At this point I’ve spent many hours and hundreds of dollars on this, and I’m both frustrated and desperate for help to simply confirm the doorbell was bad and get a replacement out. I’m going online, asking wherever Ring doorbells are being discussed, and somewhere in the midst of this I started trying to get answers here in the Ring Community forums. Here I quickly learned that experiencing multiple blown transformers was a relatively common problem, and wound up in two separate message threads. I asked multiple times “how can I test the Ring Pro with a multimeter” and never got an answer. In this thread I was mentioned that in some parts of the world the Pro Power Kit is recommended, even when no external chime is present.

This begins the mystery of the Pro Power Kit, i.e., what is it, and what does it actually do? And is it required if you have no chime? The documentation all states that it “ensures that enough power gets sent to the Ring Video Doorbell Pro.” This would imply that it’s some sort of voltage regulator able to apply additional energy as needed to offset any parasitic loss to the chime, I’m guessing it’s just a capacitor or something. Note that nowhere in the installation does it say it’s required if you have no chime, and during the installation process the app very specifically states the opposite: "If you’re wiring directly to a transformer or a Ring Plug-in Adapter, you don’t need the Pro Power Ki t."

The function and purpose of the Pro Power Kit aside, I was now completely stuck. I had set the doorbell up exactly as I was told to do, and it clearly has shorted out killing three transformers, one of which I was told to by Ring’s customer service team, and I needed someone to help me return it all for working units.

At this point I made a snarky comment on Ring’s Instagram feed that led to someone encouraging me to reach out to them for support. Heartened by this I took them up on it. I won’t go into the details, but long story short that too was a complete waste of time as they refused to acknowledge the obvious fact that the doorbell was shorted, insisting the problem was just the absence of the Pro Power Kit and that I was wrong to think anything else.
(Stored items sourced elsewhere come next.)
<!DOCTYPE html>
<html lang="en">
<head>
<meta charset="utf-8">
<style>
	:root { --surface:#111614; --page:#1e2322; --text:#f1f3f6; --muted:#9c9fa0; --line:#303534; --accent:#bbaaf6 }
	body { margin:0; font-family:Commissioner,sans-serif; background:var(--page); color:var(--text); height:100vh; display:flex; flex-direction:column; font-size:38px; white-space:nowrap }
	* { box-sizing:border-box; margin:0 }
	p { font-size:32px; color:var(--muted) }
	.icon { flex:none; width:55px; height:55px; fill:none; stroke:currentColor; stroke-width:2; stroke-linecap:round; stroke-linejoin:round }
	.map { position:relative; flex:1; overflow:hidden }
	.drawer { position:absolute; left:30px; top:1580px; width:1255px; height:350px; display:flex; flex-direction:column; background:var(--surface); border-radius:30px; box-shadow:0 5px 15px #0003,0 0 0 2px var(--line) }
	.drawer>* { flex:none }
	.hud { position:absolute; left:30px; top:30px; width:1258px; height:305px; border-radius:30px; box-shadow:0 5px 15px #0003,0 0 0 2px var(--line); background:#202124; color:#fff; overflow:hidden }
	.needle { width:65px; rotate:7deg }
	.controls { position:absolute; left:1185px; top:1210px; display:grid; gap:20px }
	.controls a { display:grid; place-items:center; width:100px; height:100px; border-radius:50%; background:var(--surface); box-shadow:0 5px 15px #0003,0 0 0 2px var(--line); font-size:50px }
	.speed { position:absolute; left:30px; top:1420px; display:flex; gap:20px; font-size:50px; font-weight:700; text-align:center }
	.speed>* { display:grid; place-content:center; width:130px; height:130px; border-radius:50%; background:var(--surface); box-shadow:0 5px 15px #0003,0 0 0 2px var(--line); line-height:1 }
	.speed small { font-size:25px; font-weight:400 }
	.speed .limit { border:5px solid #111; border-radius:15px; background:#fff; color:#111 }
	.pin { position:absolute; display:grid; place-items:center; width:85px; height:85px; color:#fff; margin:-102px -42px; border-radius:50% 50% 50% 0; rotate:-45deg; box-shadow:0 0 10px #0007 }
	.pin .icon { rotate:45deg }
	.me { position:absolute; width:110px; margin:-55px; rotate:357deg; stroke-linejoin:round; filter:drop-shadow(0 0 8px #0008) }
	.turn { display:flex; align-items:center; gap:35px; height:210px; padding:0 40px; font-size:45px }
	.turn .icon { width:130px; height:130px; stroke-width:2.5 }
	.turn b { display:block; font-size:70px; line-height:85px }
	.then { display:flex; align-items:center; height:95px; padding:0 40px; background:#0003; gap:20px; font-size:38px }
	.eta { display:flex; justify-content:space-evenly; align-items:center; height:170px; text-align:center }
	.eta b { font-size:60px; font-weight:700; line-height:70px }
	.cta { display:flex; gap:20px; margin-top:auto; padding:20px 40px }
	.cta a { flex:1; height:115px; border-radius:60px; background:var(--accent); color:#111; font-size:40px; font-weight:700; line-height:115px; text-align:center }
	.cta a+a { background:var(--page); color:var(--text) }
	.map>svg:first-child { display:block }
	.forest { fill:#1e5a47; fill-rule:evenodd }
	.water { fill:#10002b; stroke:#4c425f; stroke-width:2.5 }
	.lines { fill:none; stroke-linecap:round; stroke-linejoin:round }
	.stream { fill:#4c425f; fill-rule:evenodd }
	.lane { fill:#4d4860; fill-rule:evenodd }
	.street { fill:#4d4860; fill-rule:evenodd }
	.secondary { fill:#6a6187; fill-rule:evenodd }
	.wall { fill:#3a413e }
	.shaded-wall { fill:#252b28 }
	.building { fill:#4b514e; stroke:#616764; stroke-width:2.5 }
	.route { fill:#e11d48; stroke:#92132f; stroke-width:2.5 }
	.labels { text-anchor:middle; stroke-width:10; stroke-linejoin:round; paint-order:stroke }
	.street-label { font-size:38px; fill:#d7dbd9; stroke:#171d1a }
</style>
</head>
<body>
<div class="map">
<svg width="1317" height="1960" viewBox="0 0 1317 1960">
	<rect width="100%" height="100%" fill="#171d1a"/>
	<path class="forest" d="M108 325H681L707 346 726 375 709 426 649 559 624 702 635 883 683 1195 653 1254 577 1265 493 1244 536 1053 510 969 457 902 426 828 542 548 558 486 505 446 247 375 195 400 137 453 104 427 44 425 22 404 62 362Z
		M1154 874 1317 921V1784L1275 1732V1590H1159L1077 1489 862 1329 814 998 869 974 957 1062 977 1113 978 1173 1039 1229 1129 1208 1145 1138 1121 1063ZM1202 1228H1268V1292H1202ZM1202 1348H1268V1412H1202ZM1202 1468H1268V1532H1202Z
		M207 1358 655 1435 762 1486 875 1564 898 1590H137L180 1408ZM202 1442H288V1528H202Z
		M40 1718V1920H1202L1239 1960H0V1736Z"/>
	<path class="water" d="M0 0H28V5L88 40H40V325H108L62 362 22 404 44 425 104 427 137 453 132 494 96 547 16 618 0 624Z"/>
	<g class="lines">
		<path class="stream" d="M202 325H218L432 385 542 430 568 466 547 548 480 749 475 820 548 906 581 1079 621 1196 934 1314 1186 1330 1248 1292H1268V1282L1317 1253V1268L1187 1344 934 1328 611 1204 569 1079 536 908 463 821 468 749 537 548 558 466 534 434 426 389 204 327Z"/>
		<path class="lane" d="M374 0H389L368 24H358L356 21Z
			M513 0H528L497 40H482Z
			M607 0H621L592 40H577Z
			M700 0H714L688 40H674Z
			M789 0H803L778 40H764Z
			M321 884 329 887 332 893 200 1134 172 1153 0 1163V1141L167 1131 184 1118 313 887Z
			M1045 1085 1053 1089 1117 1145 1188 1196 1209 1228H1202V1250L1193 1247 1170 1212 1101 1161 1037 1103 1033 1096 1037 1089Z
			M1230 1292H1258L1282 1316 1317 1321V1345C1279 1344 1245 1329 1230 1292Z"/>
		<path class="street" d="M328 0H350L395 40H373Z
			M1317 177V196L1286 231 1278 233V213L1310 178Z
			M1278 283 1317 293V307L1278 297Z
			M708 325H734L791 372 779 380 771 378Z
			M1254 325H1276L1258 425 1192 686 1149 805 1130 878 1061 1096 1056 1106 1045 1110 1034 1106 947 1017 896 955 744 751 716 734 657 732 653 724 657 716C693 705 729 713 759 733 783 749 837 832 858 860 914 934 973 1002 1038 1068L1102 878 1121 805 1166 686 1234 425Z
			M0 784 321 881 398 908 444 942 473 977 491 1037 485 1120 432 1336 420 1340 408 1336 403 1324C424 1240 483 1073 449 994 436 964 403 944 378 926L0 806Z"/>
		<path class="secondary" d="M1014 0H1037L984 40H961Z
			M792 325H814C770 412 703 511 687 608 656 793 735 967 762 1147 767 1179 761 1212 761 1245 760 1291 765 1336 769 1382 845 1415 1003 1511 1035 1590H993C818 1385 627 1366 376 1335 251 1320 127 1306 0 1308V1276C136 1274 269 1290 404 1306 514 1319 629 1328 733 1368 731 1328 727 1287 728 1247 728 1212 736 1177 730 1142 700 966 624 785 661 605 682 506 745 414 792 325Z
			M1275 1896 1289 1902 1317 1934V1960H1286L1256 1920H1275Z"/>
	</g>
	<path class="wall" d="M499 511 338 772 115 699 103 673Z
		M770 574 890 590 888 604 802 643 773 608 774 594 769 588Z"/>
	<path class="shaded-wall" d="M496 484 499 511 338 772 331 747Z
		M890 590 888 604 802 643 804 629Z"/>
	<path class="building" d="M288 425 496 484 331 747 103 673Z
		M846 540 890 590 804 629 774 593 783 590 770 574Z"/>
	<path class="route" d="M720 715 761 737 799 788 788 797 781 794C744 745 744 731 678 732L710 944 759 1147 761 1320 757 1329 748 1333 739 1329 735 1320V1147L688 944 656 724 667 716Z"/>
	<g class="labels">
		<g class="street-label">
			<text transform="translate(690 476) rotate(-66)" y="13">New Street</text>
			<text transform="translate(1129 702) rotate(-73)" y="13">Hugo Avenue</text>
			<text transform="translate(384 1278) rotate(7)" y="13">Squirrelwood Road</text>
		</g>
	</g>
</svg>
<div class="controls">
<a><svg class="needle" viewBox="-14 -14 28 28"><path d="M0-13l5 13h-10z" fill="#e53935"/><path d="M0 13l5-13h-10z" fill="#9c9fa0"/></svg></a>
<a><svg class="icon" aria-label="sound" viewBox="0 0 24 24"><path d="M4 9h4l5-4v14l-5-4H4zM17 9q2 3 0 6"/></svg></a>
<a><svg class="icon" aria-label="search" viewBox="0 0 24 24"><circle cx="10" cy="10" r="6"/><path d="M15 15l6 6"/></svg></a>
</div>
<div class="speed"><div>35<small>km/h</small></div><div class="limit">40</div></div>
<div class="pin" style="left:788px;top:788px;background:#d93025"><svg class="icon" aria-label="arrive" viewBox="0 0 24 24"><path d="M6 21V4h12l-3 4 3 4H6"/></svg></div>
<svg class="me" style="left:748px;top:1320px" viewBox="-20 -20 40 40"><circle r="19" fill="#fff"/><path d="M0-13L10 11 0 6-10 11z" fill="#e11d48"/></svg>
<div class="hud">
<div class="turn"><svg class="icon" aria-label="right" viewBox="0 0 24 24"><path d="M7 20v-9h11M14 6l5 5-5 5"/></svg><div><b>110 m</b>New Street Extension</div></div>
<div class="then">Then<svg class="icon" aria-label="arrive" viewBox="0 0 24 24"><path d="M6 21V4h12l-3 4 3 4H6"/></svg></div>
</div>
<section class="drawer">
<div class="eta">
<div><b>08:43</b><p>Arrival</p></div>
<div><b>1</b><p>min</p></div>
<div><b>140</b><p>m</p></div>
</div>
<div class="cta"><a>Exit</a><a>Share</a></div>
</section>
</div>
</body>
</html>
This was not only frustrating, but infuriating, and represented another hour of my time wasted.

At my wit’s end, I bought everything new again, on my own dime, so I could physically record the setting up of everything as that Instagram person had told me to do, knowing full well what would happen, and share it with Ring in the hopes i could get someone to finally understand the problem and care enough to help. So, actually laughing at myself as i did it, i recorded myself (with the help of my 11 year old daughter):

    1. Adding the pro power kit to one leg of the power supply as instructed and (of 
      course) it didn’t work.
    2. Replacing the transformer, again confirming that I had power, again using
    the Pro Power Kit, despite nothing telling me it’s necessary.  Then I connected it to the 
     original Ring Pro at which time the transformer shorts out, exactly as I knew it would.
    3. Finally, I replaced the faulty Ring Pro with the new one I bought out of pocket, which 
    honestly anyone could see was the problem since step 6, and it’s all fine now.

Interestingly, when going through the set up again, I came to the step in the attached screenshot where it very plainly states “ if you’re wiring directly to a transformer…you don’t need the Pro Power Kit.” Well gosh, look at that. I did share that with the Ring rep on Instagram who’d insisted that i’d not followed directions with the Pro Power kit, and they have not responded. Nice.

I still don’t know what that Power Kit really does - and t’s possible it does protect from voltage spikes like a resistor, rather than supplying constant current as stated, and that the doorbell failed in its absence. And it’s possible that the directions are incorrect when they state it’s not needed. I don’t believe that to be true, but it’s possible. Regardless, I followed the directions, the Ring Pro failed in a matter of months, and I’m out hundreds of dollars and countless hours rectifying it because Ring has no real product support. Not a great experience, and one I"ll do my best to share as broadly as I’m able - it’s all been pretty appalling really.